The attorneys knocked on the door a few times during all of this: “Y’all okay in there?”
I wasn’t sure if we were okay or not. David didn’t say much at all. He looked as if he were in shock or something. He didn’t seem emotional but didn’t seem unemotional, either. When I was all done talking, I felt kind of stupid. I’d poured my heart and soul out to him and he just stood there looking at me and didn’t say anything.
We left without a hug or even a handshake.
“Oh, Tonya,” Cary said in the parking lot. “He still loves you. Did you see the way he was looking at you?”
I felt really confused. David didn’t say, “Yeah, let’s sign the divorce papers; it’s over.” But he didn’t say, “I love you, too.” So I didn’t know what to do.
Those depositions happened on a Friday. On Saturday, I slept. On Sunday, I woke up and ran on the treadmill. “Okay, God,” I prayed. “I can’t take this anymore. If this is supposed to be over, just let it be over. If not, then let me know that we need to reconcile!”
I went to church that morning.
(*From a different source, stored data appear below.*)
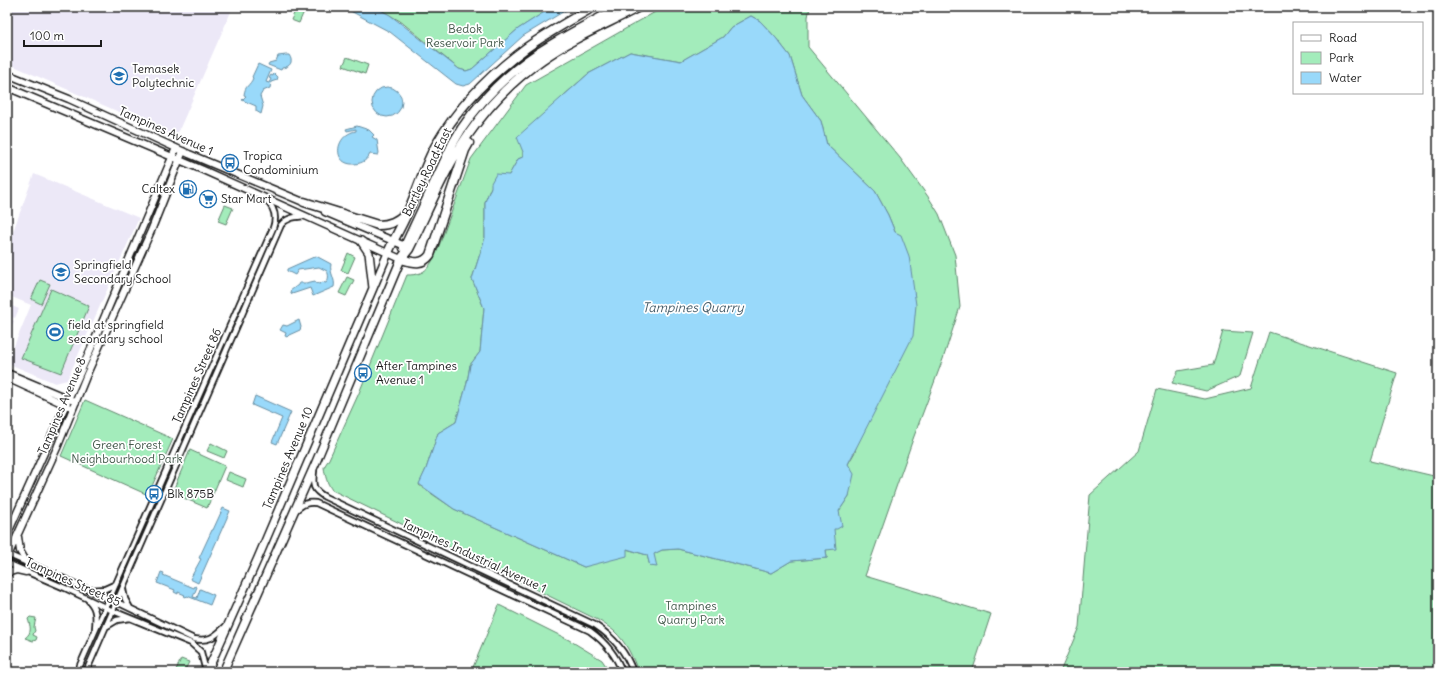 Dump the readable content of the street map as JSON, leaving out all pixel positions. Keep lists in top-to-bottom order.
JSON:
{
  "streets": {
    "highway": ["Bartley Road East"],
    "main road": ["Tampines Avenue 10"],
    "street": [
      "Tampines Avenue 1",
      "Tampines Street 86",
      "Tampines Avenue 8",
      "Tampines Industrial Avenue 1",
      "Tampines Street 85"
    ]
  },
  "crossings": [
    ["Tampines Avenue 1", "Bartley Road East"],
    ["Tampines Avenue 1", "Tampines Street 86"],
    ["Tampines Avenue 1", "Tampines Avenue 8"],
    ["Tampines Avenue 1", "Tampines Avenue 10"],
    ["Bartley Road East", "Tampines Avenue 10"],
    ["Tampines Street 86", "Tampines Street 85"],
    ["Tampines Avenue 8", "Tampines Street 85"],
    ["Tampines Avenue 10", "Tampines Street 85"]
  ],
  "water": ["Tampines Quarry"],
  "parks": ["Bedok Reservoir Park", "Green Forest Neighbourhood Park", "Tampines Quarry Park"],
  "places": {
    "school or university": ["Temasek Polytechnic", "Springfield Secondary School"],
    "bus stop": ["Tropica Condominium", "After Tampines Avenue 1", "Blk 875B"],
    "fuel station": ["Caltex"],
    "supermarket": ["Star Mart"],
    "sports": ["field at springfield secondary school"]
  },
  "legend": ["Road", "Park", "Water"],
  "scale_bar": "100 m"
} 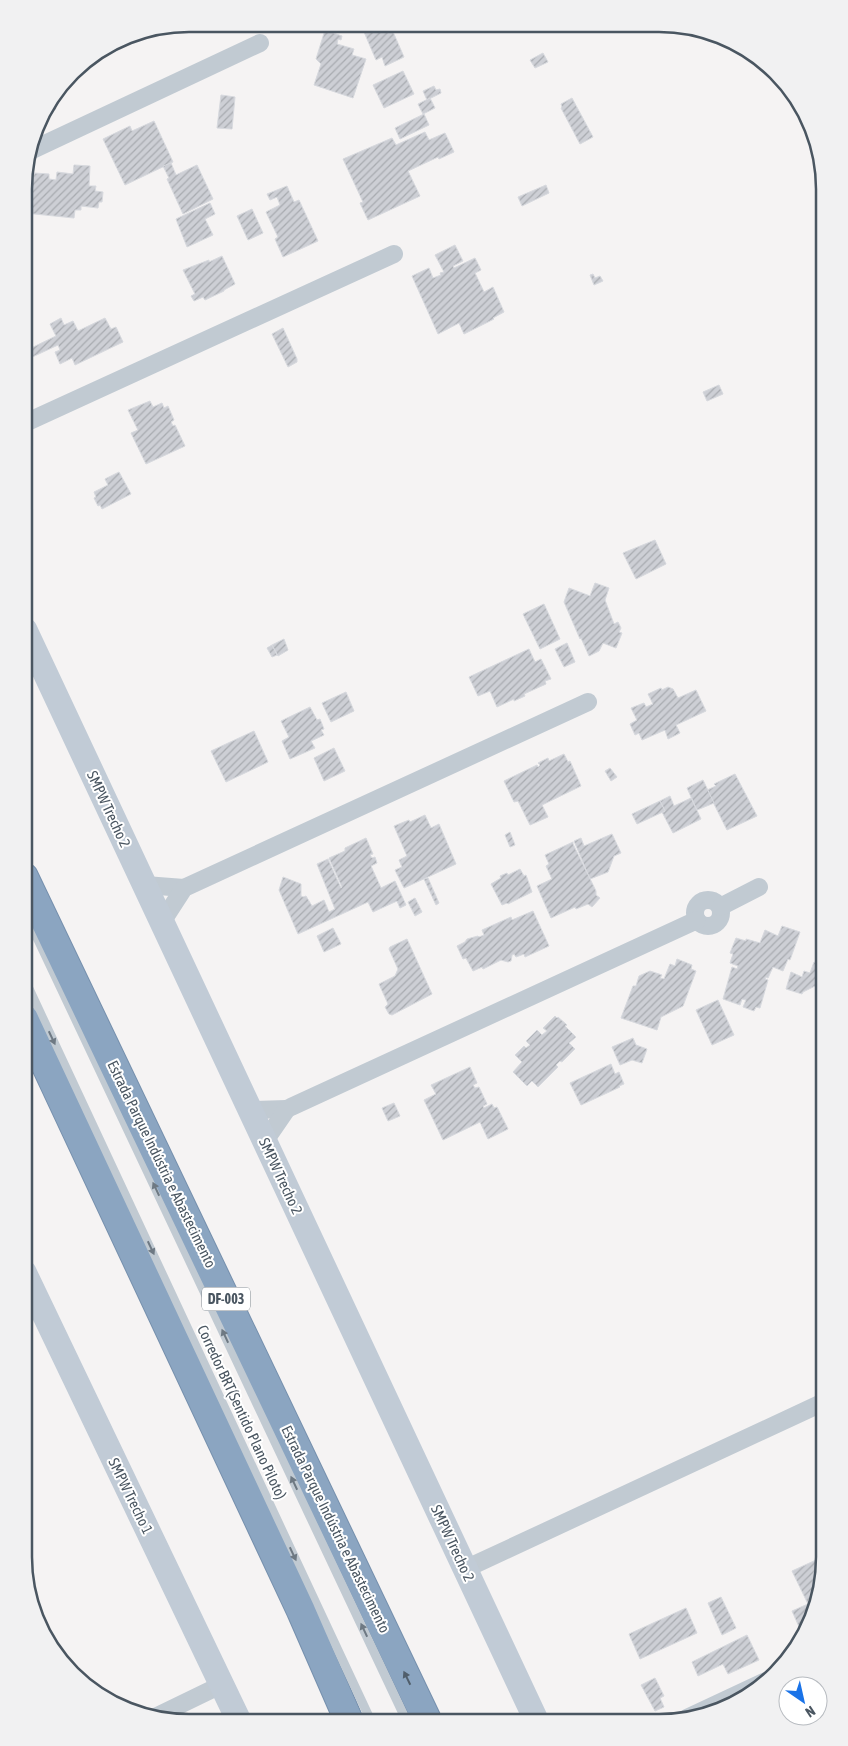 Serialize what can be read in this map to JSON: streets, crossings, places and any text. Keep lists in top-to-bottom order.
{
  "streets": {
    "highway": ["Estrada Parque Indústria e Abastecimento", "DF-003"],
    "street": ["SMPW Trecho 2", "SMPW Trecho 1"],
    "lane": ["Corredor BRT(Sentido Plano Piloto)"]
  },
  "north": "bottom right"
}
When the choir was singing, there were volunteers up at the front and you could go up there and pray with them. I wound up praying with a man whom I’d never seen before and who clearly didn’t know anything about my situation. Even the media reports hadn’t mentioned my pending divorce, so there was no way he could have known.
I went up to the rail and I told him, through tears, “I’m just having a really, really rough time. I’m confused about some things. If you can, just pray for peace because I’ve got none in my life right now.”
That’s when he stopped me and said, “I really feel like I’m supposed to tell you something.”
I looked at him.
“I am a reconciliation coach for people who are on the brink of divorce,” he said. “What I do is help couples reconcile. I feel like I’m supposed to tell you that.”
“What?” I said. It really freaked me out that he used the exact word I’d been praying about: “Reconcile.” Wow, God. You really did it this time.
I thanked that man and walked away wordlessly. When I left church, I told Diana all about it. I prayed that night and woke up absolutely convinced that I needed to follow this lead. I remembered that man’s name was Brad, so I tracked him down through the church directory, and I called him, and I set up an appointment for Tuesday. That was when I told him my whole story. His jaw just about hit the floor. “That’s you on TV? I heard about that story!” he said.
The reconciliation I’d prayed for was here. I knew it. I felt it. I let that word and this connection fill me up with hope. I desperately wanted Brad to give me an answer, to tell me how to make it happen: “God wants you to do A, B, and C!” He didn’t do that, of course. Nothing’s ever that simple. We just talked and he prayed with me, and he told me that I “would know what to do.”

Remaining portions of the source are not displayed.